A tavola, e poi ancora nel pomeriggio di nuovo in sede, parliamo a lungo con lei e Paolo e gli altri, e gli spiego il mio sogno: avrei voluto accendere una qualche curiosità reciproca, provare a far incontrare chi suona e chi ragiona, e magari far collidere la musica e le idee. Alla riunione oltre a Paolo ed Aurora c’erano Franco Pasello, Luciano Lanza, Fausta Bizzozzero, Maria Teresa Romiti ed altre ed altri di cui onestamente non ricordo il nome. Compagne e compagni anarchici tutti più vecchi di me che con i miei giri fatti di sbando ed emarginazione non avevano nulla a che fare, ma che si mostravano curiosi di me in una maniera che mi metteva a mio agio, aperti ai miei ragionamenti bislacchi e contorti, rispettosi del mio modo di leggere le cose senza avere quel minimo sindacale di infarinatura storica, del mio sbattermi fra dischi, fanzine, chitarre e periferie. Erano tutti più cauti nei confronti del mondo e con esperienze dirette di repressione ben più consistenti della mia e di quella dei miei amici: noi avevamo una storia breve di concerti, raduni e sassaiole, loro invece un’esperienza pesante di perquisizioni pretestuose basate sul nulla e minacce di questura, quando non fossero accuse infamanti per attentati mai commessi.
Ho imparato molto presto ad amare quelle compagne e quei compagni. Ho collaborato costantemente con la A/Rivista Anarchica da allora fino all’ultima uscita dell’estate 2020 – 37 anni. C’ero anch’io a Napoli al concerto di Fabrizio de Andrè a sostegno di A/Rivista Anarchica e Umanità Nova e, anche se di striscio e solo per due giorni, al Convegno Internazionale di Venezia. Ho partecipato a tanti incontri, iniziative, dibattiti, concerti, cene collettive e feste. Ho manifestato con l’A cerchiata addosso ogni volta che ho potuto e, senza che nessuno vedesse, mi sono disperato quando non potevo esserci.

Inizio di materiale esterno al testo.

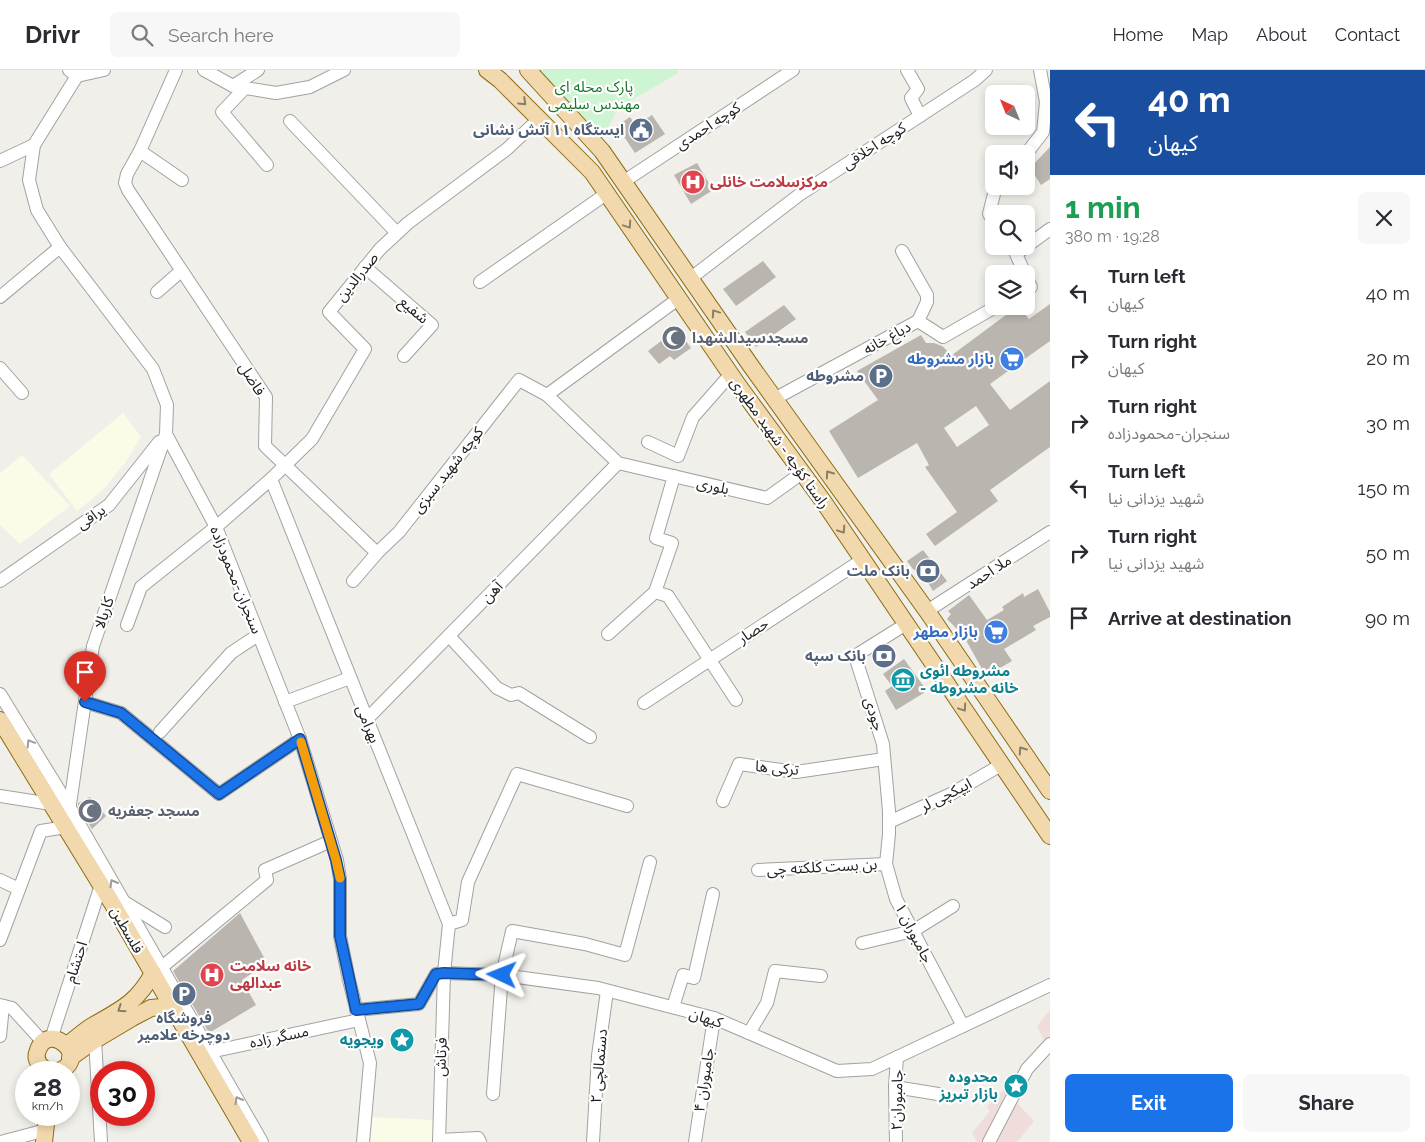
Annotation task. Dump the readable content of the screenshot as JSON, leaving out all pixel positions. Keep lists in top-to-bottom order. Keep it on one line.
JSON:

Il rapporto di collaborazione con la A/Rivista Anarchica si è molto presto trasformato in un’amicizia profonda e sincera. Paolo e Aurora sono presto venuti a conoscere i miei genitori, sono venuti spesso a casa mia e mi hanno spesso ospitato a casa loro. In una parola, mi sono sempre stati vicini, oltre che tanta musica nella mia vita ho avuto tanti e tanti casini. Paolo sempre così solido e riflessivo, riusciva a mettere pace in mezzo alle mie onde più alte. Aurora sempre affettuosa, morbida e materna: quante volte mi ha sfamato, e quante volte l’ho accompagnata a fare la spesa e le ho portato le borse. Quante volte ha lasciato perdere i suoi solitari e sospeso i suoi lavori di casa per darmi attenzione e suggerimenti, senza mai giudicare né pretendere niente in contraccambio. Quante volte abbiamo riso insieme delle cose più buffe e di quelle più stupide, fino alle lacrime.
La scomparsa di Paolo, la chiusura della A/Rivista e l’aggravarsi improvviso della sua salute ci hanno allontanato. Quando sono andato a trovarla l’anno scorso, mi ha sorpreso e commosso che mi abbia riconosciuto subito, lei travolta da quella malattia spietata che le riempiva la memoria di buchi, e si sia messa a ridere ricordando proprio quel nostro primo incontro in redazione avvenuto oltre quarant’anni fa. E ricordasse chiaramente quel giovinastro stronzo che sembrava avesse tirato un bidone a lei, a Paolo e a tutti gli altri, e invece no.